The prospect of coming out of the Covid-19 crisis with a severely diminished network of cinemas feels very on message, given the way the retrograde step of Brexit threatens to transport us back a few decades.

I have not visited a cinema since the pandemic began, and despite Boris Johnson’s appeals for people to flock back, I will not do so. This is not a lack of support. It is a personal decision, based on public health advice. In any case, even if the prime minister were to upscale his platitudes and mandate a back-to-back, nationwide triple bill of The Italian Job, Bridge On The River Kwai, and Four Weddings And A Funeral, the numbers would not make any difference.

And so cineastes look set to be stuck at home, where the bewildering choice of films afforded by streaming service algorithms should soften the blow. It doesn’t though, does it? Even if you have a 4K television and a surround sound system with unrivalled technical specifications, it is impossible to weave the same illusion.

Sure, you can draw the curtains, make cute little admission tickets for the kids, and make fresh popcorn, but somewhere in the middle distance, you can still hear the washing machine embarking on its final spin cycle.

The blunt reality is that nothing compares to the shared experience of watching a film in a dark, cavernous space. Of marvelling at what some people find funny, or wondering why no one else is laughing along with you. Of eavesdropping on the instant staccato reviews offered up by your fellow audience members as they make their way back out into the world outside.

There is no substitute for these things. It is not so much about the film itself as the experience of visiting the cinema, an endless shifting portal into another place and time. For me, the big screen first exerted its inimitable pull on me one dreich afternoon in January 1986 at the ABC in Greenock. It has never quite let up since.

It was there that I saw my first movie proper – Back to the Future. A serendipitous choice, for sure, but even if the film in question had been a stinker, I don’t think it would have changed much. The DeLorean lives long in the memory, but so does the thinning, stained red velvet balcony seating, the half-melted choc ices, and the impenetrable fug of Embassy Regal.

I did not know it at the time, but this rattling old picture house, which opened in the town’s West Blackhall Street way back in 1921, had its days numbered. It would close a little over 18 months after my first visit, with the wrecking ball making way for another exotic import in the form of a branch of Burger King.

Its closure marked the beginning of a near decade long absence of a cinema in the town. In Thatcher-era Inverclyde, the denial of such an accessible form of escapism hit home hard, and forced filmgoers to venture east to Clydebank or Glasgow, where the rise of the multiplexes had begun.
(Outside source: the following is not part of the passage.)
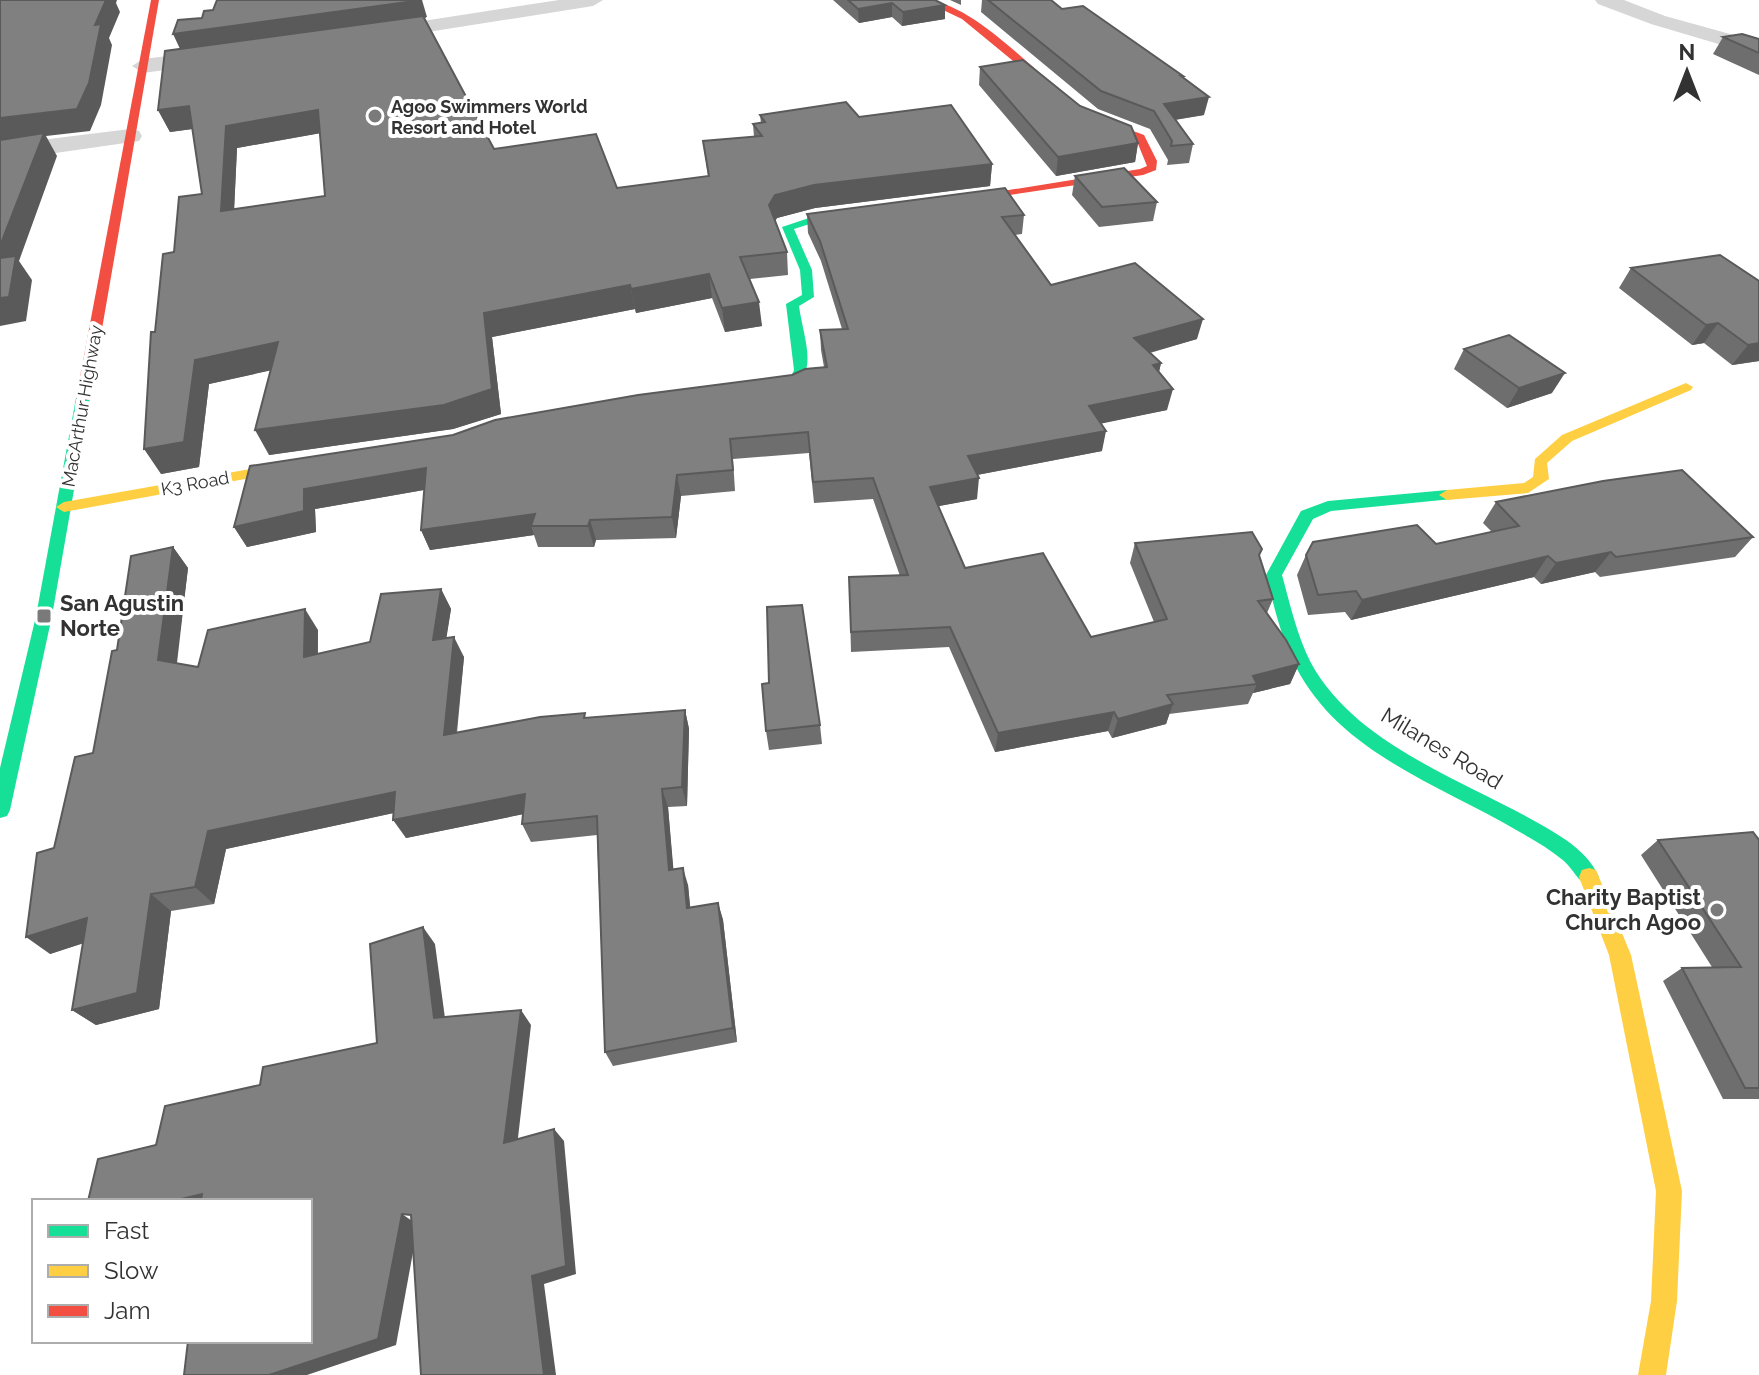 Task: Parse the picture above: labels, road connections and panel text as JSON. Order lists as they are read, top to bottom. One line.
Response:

In the years that followed, I gravitated towards smaller, independent cinemas – a particular highlight was a Q&A Wicker Man screening with the late Robin Hardy – but now that I have kids, the multiplexes are again my go-to, with late Friday night screenings making way for early Saturday morning ones.

One of my last pre-lockdown visits was a blissful solo trip to the IMAX to watch Apollo 11. If I close my eyes, I can still see the vast emptiness of space, and hear the roar of the Saturn V rocket under my feet. I wish I had known then how much I appreciated being whisked off to another world. I suppose I can always turn on the washing machine and pretend.